▸ **DATA LISTING**:
+ + + + +

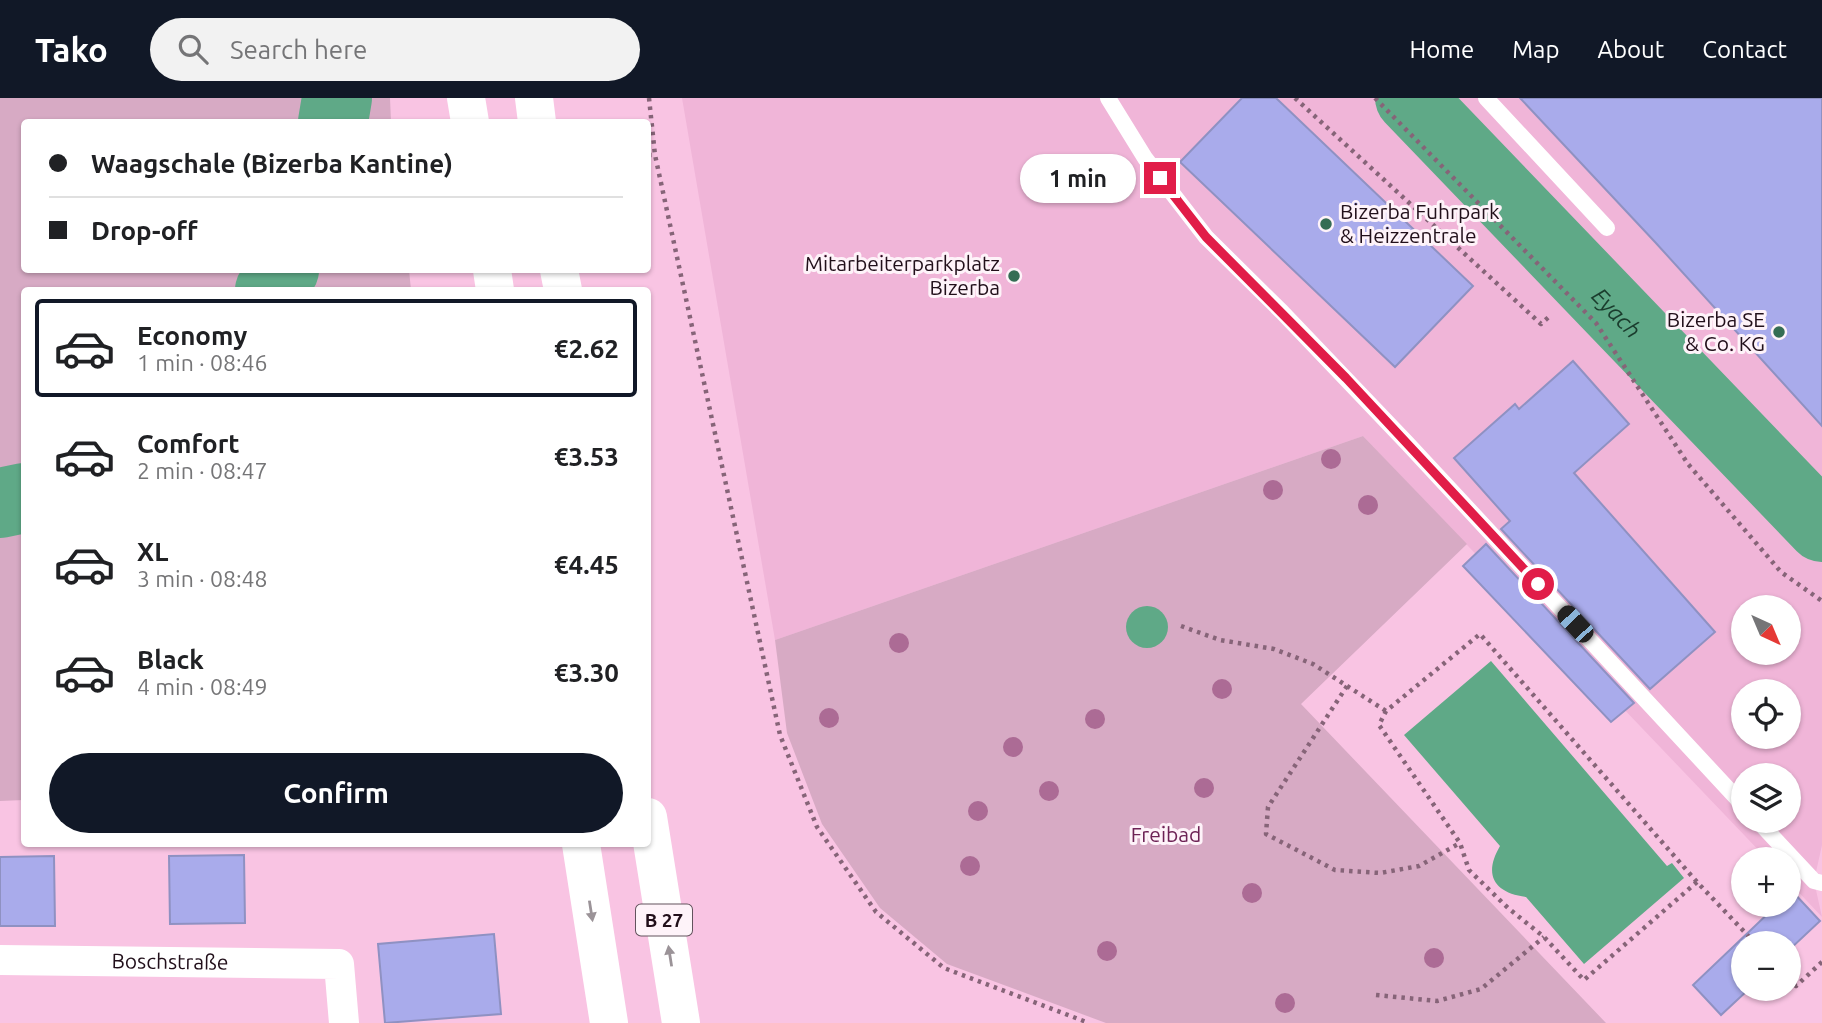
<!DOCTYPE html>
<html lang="en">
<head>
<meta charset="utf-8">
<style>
  :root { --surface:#fff; --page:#f2f2f2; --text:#202124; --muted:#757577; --line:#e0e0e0; --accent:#111827 }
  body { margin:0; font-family:Ubuntu,sans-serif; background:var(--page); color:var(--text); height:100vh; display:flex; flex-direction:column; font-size:26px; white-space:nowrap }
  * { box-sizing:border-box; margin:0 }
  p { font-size:23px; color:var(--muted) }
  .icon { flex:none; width:38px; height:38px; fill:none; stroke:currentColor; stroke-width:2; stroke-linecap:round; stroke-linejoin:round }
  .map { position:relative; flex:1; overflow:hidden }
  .sheet { position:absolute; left:21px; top:189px; width:630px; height:560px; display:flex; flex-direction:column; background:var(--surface); border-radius:7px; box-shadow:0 2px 5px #0004 }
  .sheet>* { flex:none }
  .banner { position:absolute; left:21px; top:21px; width:630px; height:154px; border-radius:7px; box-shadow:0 2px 5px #0004; display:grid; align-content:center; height:154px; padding:0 28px; background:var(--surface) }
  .needle { width:46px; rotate:136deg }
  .controls { position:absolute; left:1731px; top:497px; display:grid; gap:14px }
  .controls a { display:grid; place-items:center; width:70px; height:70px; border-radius:50%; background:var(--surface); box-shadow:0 2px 5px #0004; font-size:35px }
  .end { position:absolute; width:32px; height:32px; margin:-16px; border:9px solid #e11d48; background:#fff; box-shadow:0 0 0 4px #fff }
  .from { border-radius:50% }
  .bubble { position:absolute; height:49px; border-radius:24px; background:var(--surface); box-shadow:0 2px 5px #0004; font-size:23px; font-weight:600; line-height:49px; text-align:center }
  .car { position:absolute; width:21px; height:42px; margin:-21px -10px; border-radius:9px; box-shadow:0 0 5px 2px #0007; background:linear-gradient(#222 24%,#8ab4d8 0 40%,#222 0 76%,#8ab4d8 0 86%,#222 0) }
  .banner b { display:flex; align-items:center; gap:24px; height:66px; font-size:26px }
  .banner b+b { border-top:2px solid var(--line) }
  .banner i { width:18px; height:18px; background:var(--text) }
  ul { padding:12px 0 0; list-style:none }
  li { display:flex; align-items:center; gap:21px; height:98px; margin:0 14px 10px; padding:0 14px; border:4px solid transparent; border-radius:7px }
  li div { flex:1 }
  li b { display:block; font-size:26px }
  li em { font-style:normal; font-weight:600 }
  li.current { border-color:var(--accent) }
  li>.icon { width:63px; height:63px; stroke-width:1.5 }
  .primary-button { display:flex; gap:14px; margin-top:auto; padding:14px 28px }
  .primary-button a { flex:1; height:80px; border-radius:42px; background:var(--accent); color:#fff; font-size:28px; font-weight:600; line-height:80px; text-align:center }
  header { display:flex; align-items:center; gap:42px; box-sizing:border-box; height:98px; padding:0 35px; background:var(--accent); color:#fff }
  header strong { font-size:33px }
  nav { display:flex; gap:38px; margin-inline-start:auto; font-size:24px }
  .search { width:490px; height:63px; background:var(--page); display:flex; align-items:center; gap:18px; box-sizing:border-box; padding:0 24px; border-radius:38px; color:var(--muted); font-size:26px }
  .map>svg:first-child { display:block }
  .built { fill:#f0b5d8; fill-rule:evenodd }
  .green { fill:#d7aac4 }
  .water { fill:#5fa987 }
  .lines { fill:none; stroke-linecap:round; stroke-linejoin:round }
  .river { stroke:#5fa987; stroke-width:70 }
  .building { fill:#a9abeb; stroke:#8f91c2; stroke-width:2 }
  .path { stroke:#866478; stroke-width:4.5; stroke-dasharray:3.5 5; stroke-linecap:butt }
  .service { stroke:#fff; stroke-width:16 }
  .minor { stroke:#fff; stroke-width:30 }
  .trunk { stroke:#fff; stroke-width:38 }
  .tree { fill:#ac6b95 }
  .oneway { fill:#9b9398 }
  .route { stroke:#e11d48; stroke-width:9 }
  .poi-dot { fill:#356d54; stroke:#fef3f9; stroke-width:2.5 }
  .labels { text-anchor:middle; stroke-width:6; stroke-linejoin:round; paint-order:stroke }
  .shield { fill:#fef3f9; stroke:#63535d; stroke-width:2 }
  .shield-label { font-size:19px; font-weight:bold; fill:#210f1a }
  .poi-label { font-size:21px; fill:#210f1a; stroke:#fef3f9; text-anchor:end }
  .park-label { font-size:21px; fill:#6d2255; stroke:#fef3f9 }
  .street-label { font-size:21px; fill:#210f1a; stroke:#fef3f9 }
  .water-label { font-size:23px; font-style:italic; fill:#1a3c2d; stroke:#fef3f9 }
</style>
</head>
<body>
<header>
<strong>Tako</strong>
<div class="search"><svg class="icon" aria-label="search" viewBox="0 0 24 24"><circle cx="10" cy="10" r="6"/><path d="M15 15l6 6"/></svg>Search here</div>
<nav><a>Home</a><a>Map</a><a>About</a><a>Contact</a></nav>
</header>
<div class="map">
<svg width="1822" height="925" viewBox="0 0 1822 925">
  <rect width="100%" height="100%" fill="#f9c4e3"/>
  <!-- built -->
  <path class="built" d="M682,0H1822V747L1814,783L1822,819L1789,784L1788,761H1767L1363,338L775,542ZM1743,509H1788V555H1743ZM1743,593H1788V639H1743ZM1743,677H1788V723H1743Z"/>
  <!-- green -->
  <g class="green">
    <polygon points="0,0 390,0 391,24 24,24 24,172 409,172 411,192 24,192 24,702 0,703"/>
    <polygon points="1363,338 1467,446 1301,606 1606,925 1106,925 947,866 880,810 822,726 787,635 775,542"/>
  </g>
  <!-- water -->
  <g class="water">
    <circle cx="1147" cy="529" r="21"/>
    <path d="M1491,563L1667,768L1672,765L1684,780L1584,866L1526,799C1494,795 1483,777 1500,748L1404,637Z"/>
  </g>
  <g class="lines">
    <!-- river -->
    <g class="river">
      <path id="s1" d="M1410,0L1822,429"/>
      <polyline points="333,24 337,0"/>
      <polyline points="270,192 284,172"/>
      <polyline points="0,405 24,400"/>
    </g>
  </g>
  <!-- building -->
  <g class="building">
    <polygon points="1242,0 1276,0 1473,188 1395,269 1180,64"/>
    <polygon points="1520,0 1822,0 1822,328 1655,144"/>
    <polygon points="1573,263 1629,326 1574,375 1715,534 1650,591 1501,431 1510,423 1454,360 1515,306 1519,311"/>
    <polygon points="1486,446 1634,605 1611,624 1463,468"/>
    <polygon points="244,757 245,825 170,826 169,758"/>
    <polygon points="54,758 55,828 0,828 0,759"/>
    <polygon points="1792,793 1820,823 1788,853 1788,845 1743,845 1743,891 1749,891 1721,917 1693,887 1777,807 1788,807 1788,796"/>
    <polygon points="494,836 501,916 385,925 378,846"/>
  </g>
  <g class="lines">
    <!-- path -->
    <g class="path">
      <polyline points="649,0 655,57 780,637 817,729 876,814 944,870 1089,925"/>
      <polyline points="1295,0 1541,226 1551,217"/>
      <polyline points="1375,0 1596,225 1688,366 1781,474 1822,503"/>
      <polyline points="648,57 655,57"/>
      <polyline points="1181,528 1220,542 1274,551 1313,566 1386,613"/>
      <polyline points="1347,588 1268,709 1266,736 1335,772 1380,775 1419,768 1460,745"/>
      <polyline points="1697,784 1584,882 1544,839 1508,810 1469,772 1460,745 1379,627 1386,613 1480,536 1697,784 1755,845"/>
      <polyline points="1788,881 1796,888 1822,864"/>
      <polyline points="1376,897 1437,903 1481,891 1544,839"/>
    </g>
    <!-- service -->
    <g class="service">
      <polyline points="1108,0 1145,60 1206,139 1282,214 1408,346 1743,707"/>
      <polyline points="1486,0 1607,130"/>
      <polyline points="1758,723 1814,783 1822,785"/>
    </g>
    <!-- minor -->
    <path class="minor" id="s2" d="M0,862L339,866L344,925"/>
    <!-- trunk -->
    <g class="trunk">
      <polyline points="466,0 470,24"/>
      <polyline points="534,0 537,24"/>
      <polyline points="492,172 495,192"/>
      <polyline points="559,172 563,192"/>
      <polyline points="648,719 681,925"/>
      <polyline points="581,746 609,925"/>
    </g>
  </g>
  <!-- trees -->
  <g class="tree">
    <circle cx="1331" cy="361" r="10"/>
    <circle cx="1273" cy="392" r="10"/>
    <circle cx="1368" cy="407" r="10"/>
    <circle cx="899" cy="545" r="10"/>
    <circle cx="1222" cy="591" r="10"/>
    <circle cx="829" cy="620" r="10"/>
    <circle cx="1095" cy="621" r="10"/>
    <circle cx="1013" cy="649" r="10"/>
    <circle cx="1204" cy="690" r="10"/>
    <circle cx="1049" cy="693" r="10"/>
    <circle cx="978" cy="713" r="10"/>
    <circle cx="970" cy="768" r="10"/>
    <circle cx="1252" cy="795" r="10"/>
    <circle cx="1107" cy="853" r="10"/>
    <circle cx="1434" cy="860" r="10"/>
    <circle cx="1285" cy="905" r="10"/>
  </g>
  <!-- one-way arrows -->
  <defs><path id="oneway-solid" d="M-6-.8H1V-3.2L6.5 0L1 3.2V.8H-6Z" transform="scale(1.75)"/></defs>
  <g class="oneway">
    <use href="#oneway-solid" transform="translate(591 813) rotate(81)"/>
    <use href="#oneway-solid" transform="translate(670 858) rotate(-99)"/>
  </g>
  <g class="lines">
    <!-- route -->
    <polyline class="route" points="1160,80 1206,139 1346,280 1538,486"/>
  </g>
  <!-- markers -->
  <g class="poi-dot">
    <circle cx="1326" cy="126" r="7"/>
    <circle cx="1014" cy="178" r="7"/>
    <circle cx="1779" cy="234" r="7"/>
  </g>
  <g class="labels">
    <!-- shield labels -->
    <rect class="shield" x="636" y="806.5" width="56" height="31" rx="5"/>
    <g class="shield-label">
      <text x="664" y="829">B 27</text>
    </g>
    <!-- poi labels -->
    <g class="poi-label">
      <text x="1340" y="121" text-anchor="start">Bizerba Fuhrpark<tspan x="1340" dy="24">&amp; Heizzentrale</tspan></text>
      <text x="1000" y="173">Mitarbeiterparkplatz<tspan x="1000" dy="24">Bizerba</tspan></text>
      <text x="1765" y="229">Bizerba SE<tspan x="1765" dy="24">&amp; Co. KG</tspan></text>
    </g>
    <!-- park labels -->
    <g class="park-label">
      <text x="1166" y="744">Freibad</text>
    </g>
    <!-- street labels -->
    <g class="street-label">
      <text dy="7" stroke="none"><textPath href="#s2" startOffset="170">Boschstraße</textPath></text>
    </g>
    <!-- water labels -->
    <g class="water-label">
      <text dy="8" stroke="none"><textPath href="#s1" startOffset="298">Eyach</textPath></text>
    </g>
  </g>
</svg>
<div class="controls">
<a><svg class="needle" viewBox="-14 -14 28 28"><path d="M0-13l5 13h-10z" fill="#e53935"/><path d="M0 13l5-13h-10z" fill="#757577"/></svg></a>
<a><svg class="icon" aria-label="locate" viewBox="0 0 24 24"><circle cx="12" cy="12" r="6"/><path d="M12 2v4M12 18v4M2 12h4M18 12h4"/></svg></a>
<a><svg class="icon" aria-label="layers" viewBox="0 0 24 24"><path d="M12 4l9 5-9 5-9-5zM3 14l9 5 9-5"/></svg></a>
<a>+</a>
<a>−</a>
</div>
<i class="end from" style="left:1538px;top:486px"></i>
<i class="end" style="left:1160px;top:80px"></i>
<div class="bubble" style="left:1020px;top:56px;width:116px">1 min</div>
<i class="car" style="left:1575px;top:526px;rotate:317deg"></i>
<div class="banner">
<b><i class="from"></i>Waagschale (Bizerba Kantine)</b>
<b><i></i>Drop-off</b>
</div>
<section class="sheet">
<ul>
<li class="current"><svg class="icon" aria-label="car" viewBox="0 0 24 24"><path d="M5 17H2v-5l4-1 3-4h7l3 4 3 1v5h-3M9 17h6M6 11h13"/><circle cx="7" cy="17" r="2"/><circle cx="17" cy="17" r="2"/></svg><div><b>Economy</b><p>1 min · 08:46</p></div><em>€2.62</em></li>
<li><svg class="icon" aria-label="car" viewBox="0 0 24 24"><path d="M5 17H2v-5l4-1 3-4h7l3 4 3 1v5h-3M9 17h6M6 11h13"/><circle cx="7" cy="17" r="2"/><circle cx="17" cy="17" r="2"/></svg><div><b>Comfort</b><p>2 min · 08:47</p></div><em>€3.53</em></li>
<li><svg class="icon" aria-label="car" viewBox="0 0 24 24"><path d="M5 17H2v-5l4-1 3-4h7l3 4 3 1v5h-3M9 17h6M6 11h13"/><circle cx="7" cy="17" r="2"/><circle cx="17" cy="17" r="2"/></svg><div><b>XL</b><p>3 min · 08:48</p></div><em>€4.45</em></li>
<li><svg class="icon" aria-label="car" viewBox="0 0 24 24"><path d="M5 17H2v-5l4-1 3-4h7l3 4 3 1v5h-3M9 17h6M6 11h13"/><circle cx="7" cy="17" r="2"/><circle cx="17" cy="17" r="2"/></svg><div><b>Black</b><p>4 min · 08:49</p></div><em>€3.30</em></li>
</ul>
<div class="primary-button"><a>Confirm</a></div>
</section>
</div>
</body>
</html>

+ + + + +

▸ **TASK STATEMENT**: Up to and including the line with "position:absolute; left:1731px; top:497px;", repeat every line from the top of the entries exactly, but not the pictures.

▸ **EXPECTED ANSWER**:
<!DOCTYPE html>
<html lang="en">
<head>
<meta charset="utf-8">
<style>
  :root { --surface:#fff; --page:#f2f2f2; --text:#202124; --muted:#757577; --line:#e0e0e0; --accent:#111827 }
  body { margin:0; font-family:Ubuntu,sans-serif; background:var(--page); color:var(--text); height:100vh; display:flex; flex-direction:column; font-size:26px; white-space:nowrap }
  * { box-sizing:border-box; margin:0 }
  p { font-size:23px; color:var(--muted) }
  .icon { flex:none; width:38px; height:38px; fill:none; stroke:currentColor; stroke-width:2; stroke-linecap:round; stroke-linejoin:round }
  .map { position:relative; flex:1; overflow:hidden }
  .sheet { position:absolute; left:21px; top:189px; width:630px; height:560px; display:flex; flex-direction:column; background:var(--surface); border-radius:7px; box-shadow:0 2px 5px #0004 }
  .sheet>* { flex:none }
  .banner { position:absolute; left:21px; top:21px; width:630px; height:154px; border-radius:7px; box-shadow:0 2px 5px #0004; display:grid; align-content:center; height:154px; padding:0 28px; background:var(--surface) }
  .needle { width:46px; rotate:136deg }
  .controls { position:absolute; left:1731px; top:497px; display:grid; gap:14px }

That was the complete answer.